FIGS. 2a and 2b illustrate the relationship between instructions forming a loop and trace memory. The address indicates the address of the instruction in the control memory 2. As shown in Figure 2a, the address
If the loop is executed multiple times between 1004 and 1008, looking at the contents of trace memory, the address
The values are far apart between 1003 and 1004, indicating that the loop entered from address 1003. Counter value is 16
It is expressed in decimal notation. and by other means
If we know that address 1008 is the loop end address, we can calculate that the loop has been passed four times from the difference between the values at addresses 1003 and 1004. Furthermore, when the instruction moves as shown in Figure 2b, it is clear from the contents of the trace memory that for the loop starting at address 1006, the last execution immediately before entering the loop was at address 1004, and the loop starts at address 1006. You can read the situation at the time of entry.

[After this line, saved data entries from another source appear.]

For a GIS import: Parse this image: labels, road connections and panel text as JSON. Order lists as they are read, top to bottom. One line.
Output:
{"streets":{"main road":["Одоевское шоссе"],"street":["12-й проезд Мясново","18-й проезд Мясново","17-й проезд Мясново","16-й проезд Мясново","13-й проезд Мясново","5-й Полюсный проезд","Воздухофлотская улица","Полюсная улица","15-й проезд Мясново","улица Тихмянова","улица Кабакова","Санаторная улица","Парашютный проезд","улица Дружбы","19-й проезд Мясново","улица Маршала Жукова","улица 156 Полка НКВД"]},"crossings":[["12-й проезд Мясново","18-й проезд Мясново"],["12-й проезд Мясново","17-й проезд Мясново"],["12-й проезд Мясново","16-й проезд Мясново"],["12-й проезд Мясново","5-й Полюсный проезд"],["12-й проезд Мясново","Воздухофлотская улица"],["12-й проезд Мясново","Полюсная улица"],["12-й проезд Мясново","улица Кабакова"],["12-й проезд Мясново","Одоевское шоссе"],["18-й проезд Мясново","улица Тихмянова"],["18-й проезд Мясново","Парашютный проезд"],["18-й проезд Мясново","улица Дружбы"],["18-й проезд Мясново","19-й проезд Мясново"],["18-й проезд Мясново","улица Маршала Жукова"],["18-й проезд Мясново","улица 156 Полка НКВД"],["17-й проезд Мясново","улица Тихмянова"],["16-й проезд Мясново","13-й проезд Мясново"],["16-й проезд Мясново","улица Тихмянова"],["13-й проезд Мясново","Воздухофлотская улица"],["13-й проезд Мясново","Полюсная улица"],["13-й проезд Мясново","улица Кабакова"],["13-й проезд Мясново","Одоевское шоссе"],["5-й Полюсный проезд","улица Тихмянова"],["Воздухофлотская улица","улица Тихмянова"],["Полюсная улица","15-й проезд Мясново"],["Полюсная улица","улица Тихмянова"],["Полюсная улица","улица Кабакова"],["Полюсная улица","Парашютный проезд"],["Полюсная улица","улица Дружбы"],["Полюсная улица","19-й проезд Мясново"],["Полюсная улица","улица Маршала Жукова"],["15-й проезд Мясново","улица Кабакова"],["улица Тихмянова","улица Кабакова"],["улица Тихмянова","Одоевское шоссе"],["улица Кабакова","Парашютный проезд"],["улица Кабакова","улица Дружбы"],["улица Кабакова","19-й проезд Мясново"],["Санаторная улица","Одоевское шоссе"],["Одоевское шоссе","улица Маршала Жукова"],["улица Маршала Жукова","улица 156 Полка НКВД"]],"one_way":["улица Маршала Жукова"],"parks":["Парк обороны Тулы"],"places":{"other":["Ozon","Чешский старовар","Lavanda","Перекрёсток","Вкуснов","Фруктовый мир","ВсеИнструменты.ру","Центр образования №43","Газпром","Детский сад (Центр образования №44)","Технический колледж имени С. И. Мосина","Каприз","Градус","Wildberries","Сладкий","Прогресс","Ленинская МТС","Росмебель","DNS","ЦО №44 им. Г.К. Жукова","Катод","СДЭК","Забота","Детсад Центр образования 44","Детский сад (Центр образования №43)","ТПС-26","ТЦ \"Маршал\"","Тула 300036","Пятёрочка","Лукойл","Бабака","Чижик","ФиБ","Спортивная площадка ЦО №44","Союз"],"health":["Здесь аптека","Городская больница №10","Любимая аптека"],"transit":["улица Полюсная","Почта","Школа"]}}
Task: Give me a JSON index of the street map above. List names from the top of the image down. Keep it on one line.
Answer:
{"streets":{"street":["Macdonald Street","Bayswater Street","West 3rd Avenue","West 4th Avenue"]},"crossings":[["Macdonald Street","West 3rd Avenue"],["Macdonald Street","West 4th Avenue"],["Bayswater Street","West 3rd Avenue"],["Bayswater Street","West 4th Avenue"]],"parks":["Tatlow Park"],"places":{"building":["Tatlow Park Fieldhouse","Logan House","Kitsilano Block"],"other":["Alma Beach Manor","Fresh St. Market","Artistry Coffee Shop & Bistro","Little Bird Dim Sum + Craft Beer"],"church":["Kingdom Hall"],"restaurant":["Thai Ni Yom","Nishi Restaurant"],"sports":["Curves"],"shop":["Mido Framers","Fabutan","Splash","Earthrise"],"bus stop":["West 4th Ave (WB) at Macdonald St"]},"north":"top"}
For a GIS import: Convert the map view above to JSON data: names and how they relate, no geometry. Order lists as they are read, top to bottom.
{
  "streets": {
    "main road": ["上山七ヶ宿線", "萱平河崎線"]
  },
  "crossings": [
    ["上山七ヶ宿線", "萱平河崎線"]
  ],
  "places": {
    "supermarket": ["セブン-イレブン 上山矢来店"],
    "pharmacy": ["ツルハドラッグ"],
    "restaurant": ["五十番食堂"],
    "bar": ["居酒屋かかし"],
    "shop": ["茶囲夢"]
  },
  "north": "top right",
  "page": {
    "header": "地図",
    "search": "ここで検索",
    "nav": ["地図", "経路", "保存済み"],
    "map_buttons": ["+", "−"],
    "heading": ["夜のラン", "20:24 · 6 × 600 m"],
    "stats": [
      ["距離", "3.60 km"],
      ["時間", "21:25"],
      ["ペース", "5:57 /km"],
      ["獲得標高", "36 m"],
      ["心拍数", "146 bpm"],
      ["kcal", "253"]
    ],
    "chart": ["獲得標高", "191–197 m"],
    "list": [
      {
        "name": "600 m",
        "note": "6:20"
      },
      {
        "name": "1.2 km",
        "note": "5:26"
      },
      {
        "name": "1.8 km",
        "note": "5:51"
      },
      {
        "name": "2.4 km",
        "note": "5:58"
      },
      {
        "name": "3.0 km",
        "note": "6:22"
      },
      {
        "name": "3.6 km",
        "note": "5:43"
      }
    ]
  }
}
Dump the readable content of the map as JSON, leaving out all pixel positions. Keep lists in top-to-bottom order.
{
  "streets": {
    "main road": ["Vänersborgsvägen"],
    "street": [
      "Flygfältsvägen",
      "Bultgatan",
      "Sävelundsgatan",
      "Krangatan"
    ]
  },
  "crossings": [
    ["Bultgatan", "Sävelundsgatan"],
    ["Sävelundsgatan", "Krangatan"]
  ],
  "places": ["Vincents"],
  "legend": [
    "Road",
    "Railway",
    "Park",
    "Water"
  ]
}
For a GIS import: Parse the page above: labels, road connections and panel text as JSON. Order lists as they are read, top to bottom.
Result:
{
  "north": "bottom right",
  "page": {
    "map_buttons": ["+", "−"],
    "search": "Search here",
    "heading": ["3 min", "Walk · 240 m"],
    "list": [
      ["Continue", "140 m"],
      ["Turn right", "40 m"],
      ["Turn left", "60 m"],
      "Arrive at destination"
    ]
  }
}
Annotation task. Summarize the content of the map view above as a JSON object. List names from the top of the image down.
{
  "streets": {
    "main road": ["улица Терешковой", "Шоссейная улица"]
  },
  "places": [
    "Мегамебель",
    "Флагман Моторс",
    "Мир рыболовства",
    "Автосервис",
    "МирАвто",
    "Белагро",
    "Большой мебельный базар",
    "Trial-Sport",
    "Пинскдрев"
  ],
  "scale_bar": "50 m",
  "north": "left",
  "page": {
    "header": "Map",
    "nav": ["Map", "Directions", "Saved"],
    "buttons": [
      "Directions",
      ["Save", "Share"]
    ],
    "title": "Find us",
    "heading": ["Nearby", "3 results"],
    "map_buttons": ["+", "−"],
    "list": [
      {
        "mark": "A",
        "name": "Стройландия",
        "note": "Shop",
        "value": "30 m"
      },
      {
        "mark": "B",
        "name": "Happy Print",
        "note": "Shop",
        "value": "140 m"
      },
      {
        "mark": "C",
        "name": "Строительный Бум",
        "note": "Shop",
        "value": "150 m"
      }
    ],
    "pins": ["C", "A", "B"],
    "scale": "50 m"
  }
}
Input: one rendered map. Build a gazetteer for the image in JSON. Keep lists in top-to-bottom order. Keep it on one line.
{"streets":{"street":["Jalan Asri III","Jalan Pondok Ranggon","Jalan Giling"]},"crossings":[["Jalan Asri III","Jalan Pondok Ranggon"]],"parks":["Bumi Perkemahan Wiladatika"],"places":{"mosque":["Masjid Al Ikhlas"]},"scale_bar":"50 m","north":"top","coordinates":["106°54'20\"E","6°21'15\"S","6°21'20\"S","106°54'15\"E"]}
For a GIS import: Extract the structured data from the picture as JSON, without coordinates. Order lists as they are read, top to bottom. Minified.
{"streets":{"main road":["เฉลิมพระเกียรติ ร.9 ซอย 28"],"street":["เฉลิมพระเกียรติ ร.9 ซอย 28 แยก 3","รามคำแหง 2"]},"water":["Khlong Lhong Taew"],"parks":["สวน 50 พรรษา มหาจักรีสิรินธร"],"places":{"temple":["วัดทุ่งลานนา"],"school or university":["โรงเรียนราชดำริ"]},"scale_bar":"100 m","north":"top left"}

With the configuration as described above, the following effects can be obtained in the present invention.

1. Programs can be traced no matter what kind of loops are configured.

2. Can read the flow of the entire program and the parts that have not been passed.

[Brief explanation of the drawing]

FIG. 1 is a block diagram of an instruction address trace system showing one embodiment of the present invention. FIG. 2a is a diagram showing an example of program tracing, and FIG. 2b is a diagram showing another example of program tracing. Explanation of symbols 1...Instruction processing device, 2...Control memory, 3...Trace memory, 4...
Counter, 5...Instruction address line.

Claims (1)

[Claims] 1. A method for tracing the execution of a program stored in a program memory, in which a count is incremented each time a programmed instruction is executed, regardless of the type of instruction, and the execution order of the instructions is determined. and a trace memory having a storage area corresponding to the number of instructions in the program memory, and each time an instruction is executed, storage in the trace memory corresponds to an address in the program memory where the instruction is stored. By storing the value of the counter at that time in an area, and even if an instruction at the same address in the program memory is executed multiple times, the value of the counter is overwritten in the corresponding storage area of the trace memory. , a program execution tracing method characterized by analyzing the execution order of program instructions using limited trace memory. 2. The trace memory is characterized in that whether or not writing of the value of the counter is permitted is controlled based on a signal that prohibits execution of tracing, and instructions in an arbitrary range of the program memory are traced. A program execution tracing method according to claim 1.